Opere d’archivio del duo artistico Pennacchio Argentato dialogano con uno spazio rigenerato che ora ospita un community hub. Obiettivo comune? Generare nuovi sensi futuri con quello che già c’è

L’arte di Pasquale Pennacchio (Caserta, 1979) e Marisa Argentato (Napoli, 1977) germoglia vivificante nel fascino delle antiche pareti de La Santissima Community Hub, pienamente omologa agli intenti dello spazio ospitante, operazione di rigenerazione urbana temporanea e creazione di comunità ideata da Urban Value by Ninetynine e dal consorzio di cooperative sociali Coop4art, in collaborazione con Agenzia del Demanio – Direzione Regionale Campania, il Comune di Napoli, la Soprintendenza Archeologia Belle Arti e Paesaggio per il Comune di Napoli. Non è solo l’indagine sul rapporto natura-artificio degli artisti a indurre la metafora botanica, ma anche e soprattutto il concept e modus operandi della mostra che hanno a che vedere col coltivare nuovi sensi da opere già esistenti nella collezione Agovino – esattamente come la SCH trae nuova vita dal seme di passati dimenticati. 

Pennacchio Argentato, Walking Backwards into Tomorrow, installation view, La Santissima Community Hub, 2026
Pennacchio Argentato, Walking Backwards into Tomorrow, installation view, La Santissima Community Hub, 2026

Una visione condivisa tra artisti e spazio espositivo 

Lo scopo è focalizzare come un terreno umano riceve i linguaggi mediatici che uniscono i gruppi sociali, così come il progetto di rigenerazione vuol produrre comunità dalla consapevolezza. Allargandosi dal patrimonio materiale al distillarne uno immateriale, creando unione d’intenti dalla coscienza territoriale e identitaria.

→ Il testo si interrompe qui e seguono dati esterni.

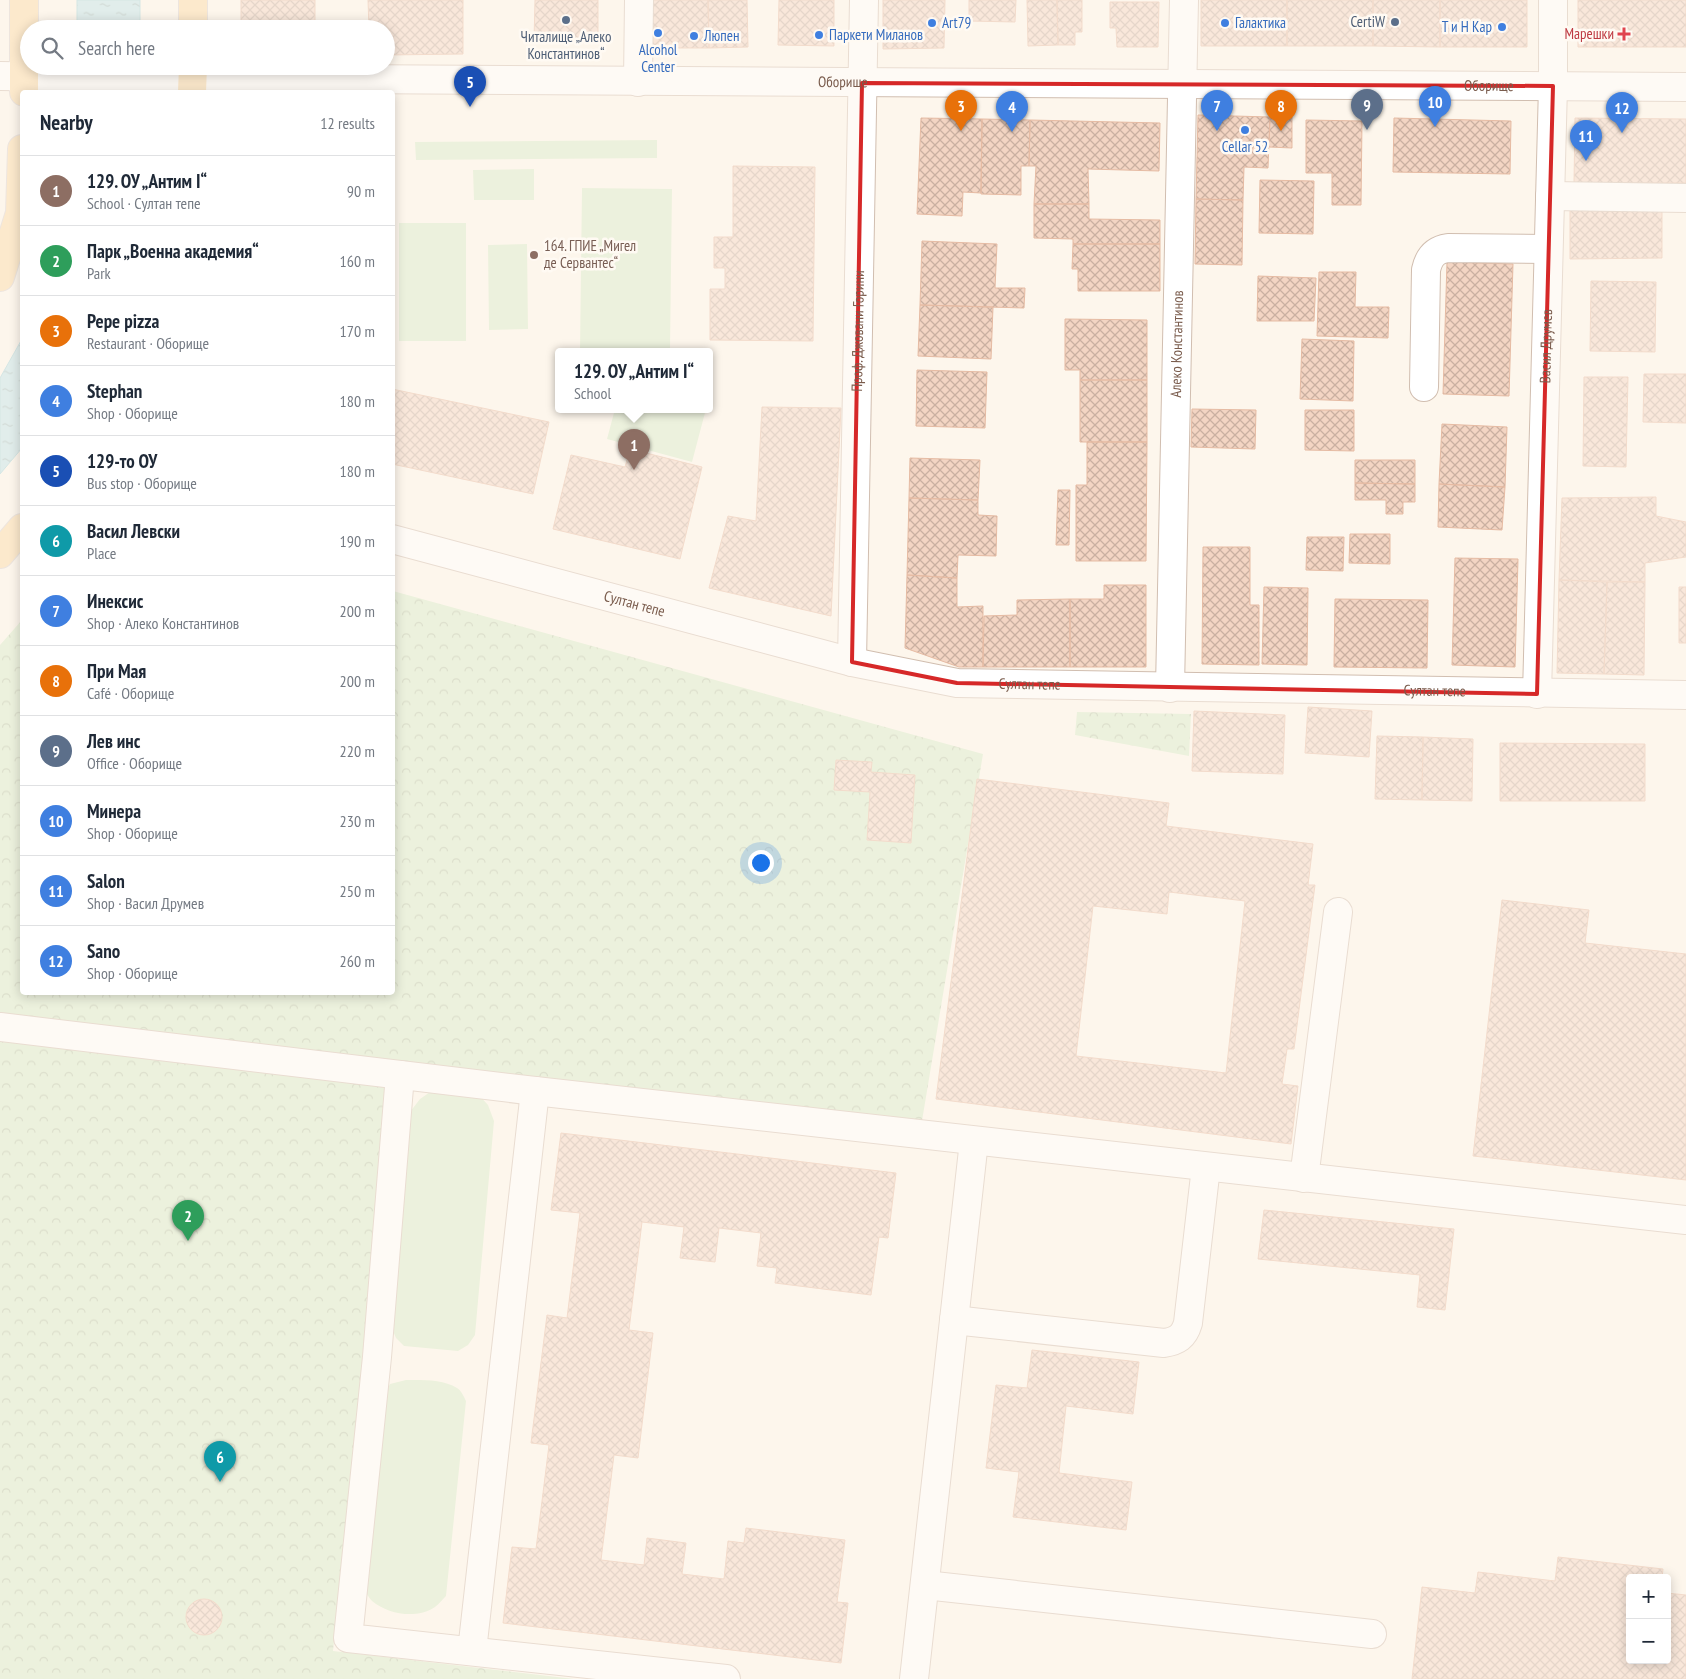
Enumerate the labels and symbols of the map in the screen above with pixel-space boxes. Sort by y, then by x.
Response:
place label: CertiW [1350,12,1385,31]
place label: Art79 [942,13,971,32]
place label: Галактика [1235,13,1286,32]
marker: Читалище „Алеко Константинов“ [560,14,572,26]
marker: CertiW [1389,16,1401,28]
marker: Art79 [926,17,938,29]
marker: Галактика [1219,17,1231,29]
place label: Т и Н Кар [1442,17,1492,36]
marker: Т и Н Кар [1496,21,1508,33]
place label: Марешки [1564,24,1614,43]
place label: Паркети Миланов [829,25,923,44]
place label: Люпен [703,26,739,45]
place label: Читалище „Алеко Константинов“ [521,27,611,63]
marker: Alcohol Center [652,27,664,39]
marker: Марешки [1618,28,1630,40]
marker: Паркети Миланов [813,29,825,41]
marker: Люпен [688,30,700,42]
place label: Alcohol Center [639,40,678,76]
pin: 5 [454,66,486,107]
street label: Оборище [818,72,868,91]
street label: Оборище [1464,76,1514,95]
pin: 10 [1419,86,1451,127]
pin: 9 [1351,89,1383,130]
pin: 3 [945,90,977,131]
pin: 7 [1201,90,1233,131]
pin: 8 [1265,90,1297,131]
pin: 4 [996,91,1028,132]
pin: 12 [1606,92,1638,133]
pin: 11 [1570,120,1602,161]
marker: Cellar 52 [1239,124,1251,136]
place label: Cellar 52 [1222,137,1268,156]
place label: 164. ГПИЕ „Мигел де Сервантес“ [544,236,636,272]
marker: 164. ГПИЕ „Мигел де Сервантес“ [528,249,540,261]
street label: Проф. Джовани Горини [847,270,868,392]
street label: Алеко Константинов [1166,290,1187,398]
street label: Васил Друмев [1535,309,1556,384]
pin: 1 [618,429,650,470]
street label: Султан тепе [602,586,667,621]
street label: Султан тепе [998,674,1061,694]
street label: Султан тепе [1403,680,1466,700]
your location [748,850,774,876]
pin: 2 [172,1200,204,1241]
pin: 6 [204,1441,236,1482]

Sintonia pura con il lavoro di Pennacchio Argentato, per cui da sempre il contesto di ricezione sociale e antropologico è materia prima, e addirittura prioritaria, delle opere. 

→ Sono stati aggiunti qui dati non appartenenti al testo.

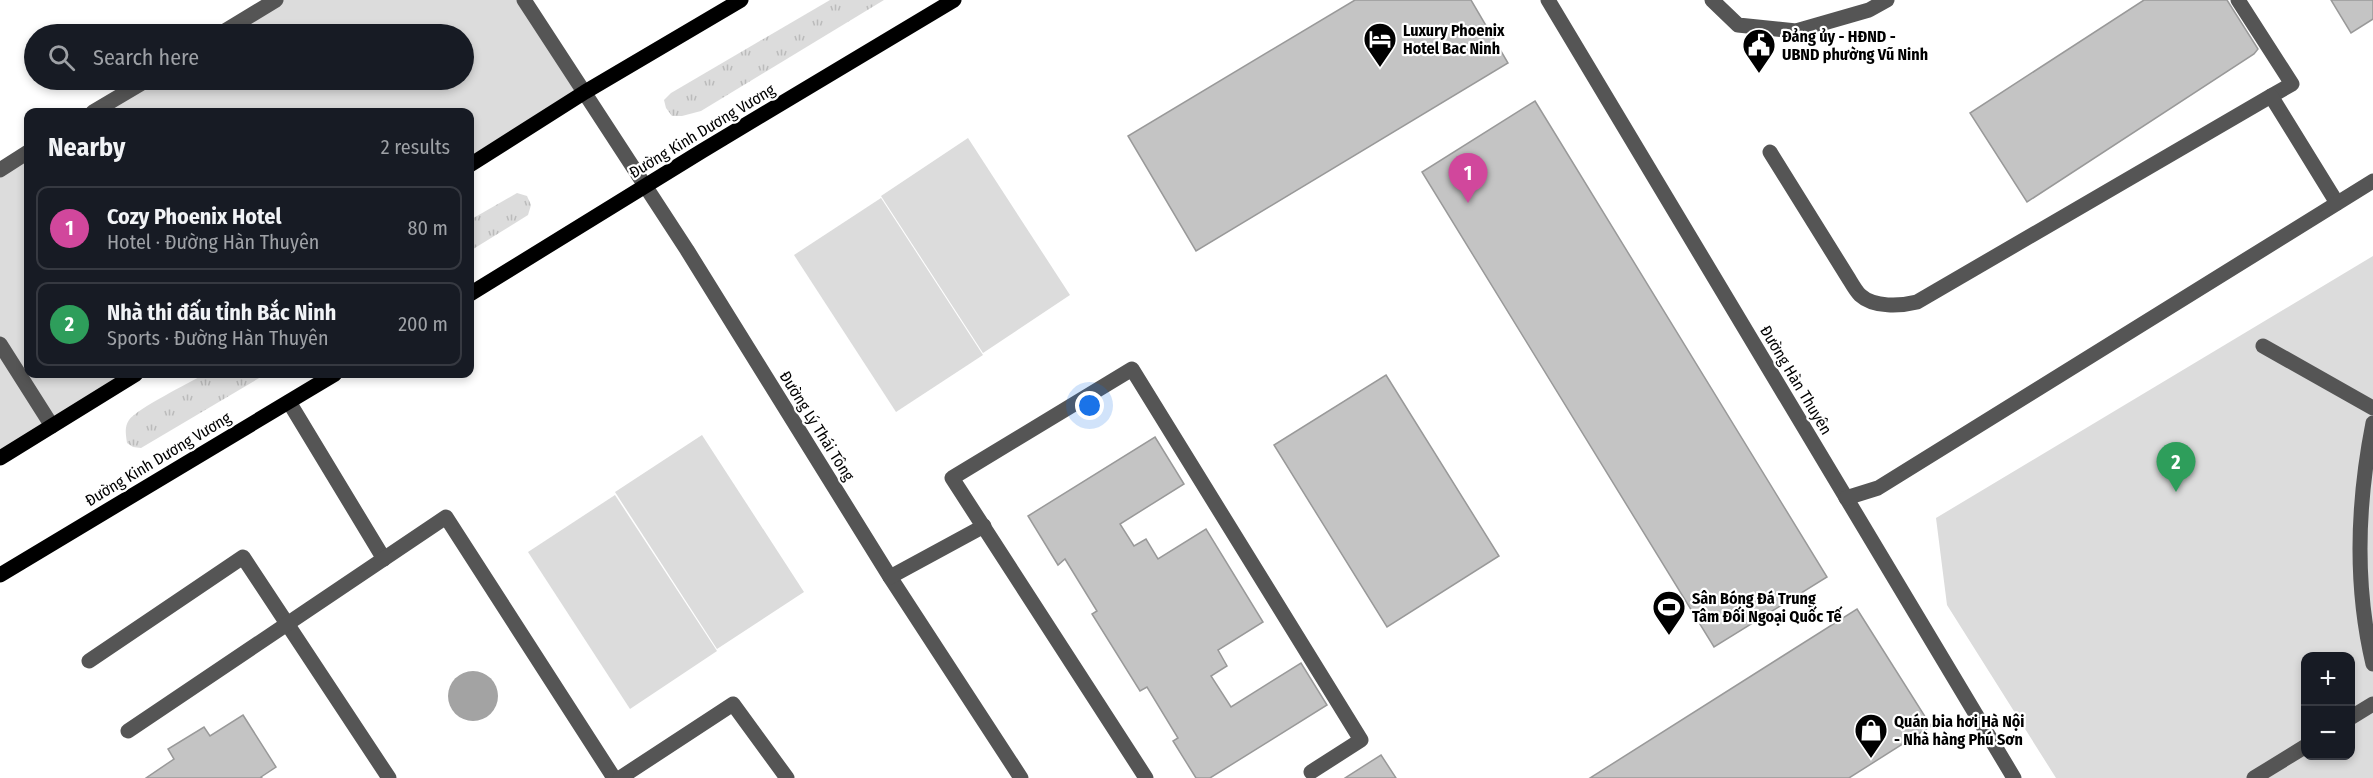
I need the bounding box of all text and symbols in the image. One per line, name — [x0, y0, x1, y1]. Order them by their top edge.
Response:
hotel icon: Luxury Phoenix Hotel Bac Ninh — [1362, 21, 1398, 68]
place label: Luxury Phoenix Hotel Bac Ninh — [1403, 21, 1505, 58]
search box — [24, 24, 474, 90]
public building icon: Đảng ủy - HĐND - UBND phường Vũ Ninh — [1741, 27, 1777, 74]
place label: Đảng ủy - HĐND - UBND phường Vũ Ninh — [1782, 27, 1928, 64]
icon: search — [45, 41, 78, 74]
text: Search here — [93, 44, 199, 71]
street label: Đường Kinh Dương Vương — [626, 80, 779, 182]
text: Nearby — [48, 132, 125, 163]
text: 2 results — [381, 135, 450, 159]
pin: 1 — [1448, 154, 1488, 203]
text: Cozy Phoenix Hotel — [107, 203, 281, 230]
text: 1 — [65, 216, 74, 240]
text: 80 m — [408, 216, 448, 240]
text: Hotel · Đường Hàn Thuyên — [107, 230, 319, 254]
text: Nhà thi đấu tỉnh Bắc Ninh — [107, 299, 336, 326]
text: 2 — [65, 312, 74, 336]
text: 200 m — [398, 312, 448, 336]
street label: Đường Hàn Thuyên — [1756, 322, 1836, 438]
text: Sports · Đường Hàn Thuyên — [107, 326, 328, 350]
street label: Đường Lý Thái Tông — [776, 368, 859, 485]
your location — [1075, 391, 1104, 420]
street label: Đường Kinh Dương Vương — [82, 408, 235, 510]
pin: 2 — [2156, 442, 2196, 492]
sports icon: Sân Bóng Đá Trung Tâm Đối Ngoại Quốc Tế — [1651, 589, 1687, 636]
place label: Sân Bóng Đá Trung Tâm Đối Ngoại Quốc Tế — [1692, 589, 1843, 626]
map controls — [2301, 652, 2355, 760]
button: + — [2301, 652, 2355, 706]
button: − — [2301, 706, 2355, 760]
shop icon: Quán bia hơi Hà Nội - Nhà hàng Phú Sơn — [1853, 712, 1889, 759]
place label: Quán bia hơi Hà Nội - Nhà hàng Phú Sơn — [1894, 712, 2024, 749]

Pennacchio Argentato, Walking Backwards into Tomorrow, installation view, La Santissima Community Hub, 2026
Pennacchio Argentato, Walking Backwards into Tomorrow, installation view, La Santissima Community Hub, 2026

Le opere di Pennacchio Argentato 

Peace is a fire, You will never be safe, Time to rise uniscono in cortocircuito frasi a forte impatto mediatico legate a crisi di pace e attentati con un’estetica da slogan, screensaver e gaming. Vivere queste opere nella socialità del Behind in cui sono installate – l’area eventi del complesso – dove quasi possono confondersi con le luci da nightlife sui divani, nutrirà di profondità il mood mondano, ricordando i delicati equilibri tra responsabilità e disimpegno in ogni aggregazione sociale. Nella suggestiva fuga delle stanze laterali, lavori dalle serie Untitled e Shield rafforzano il messaggio, con dettagli irriconoscibili tratti da immagini mediatiche di rivolte, ma oppongono stavolta all’atmosfera del Behind un diverso misticismo solenne, inducendo una fruizione a trittico quasi sacrale delle opere.  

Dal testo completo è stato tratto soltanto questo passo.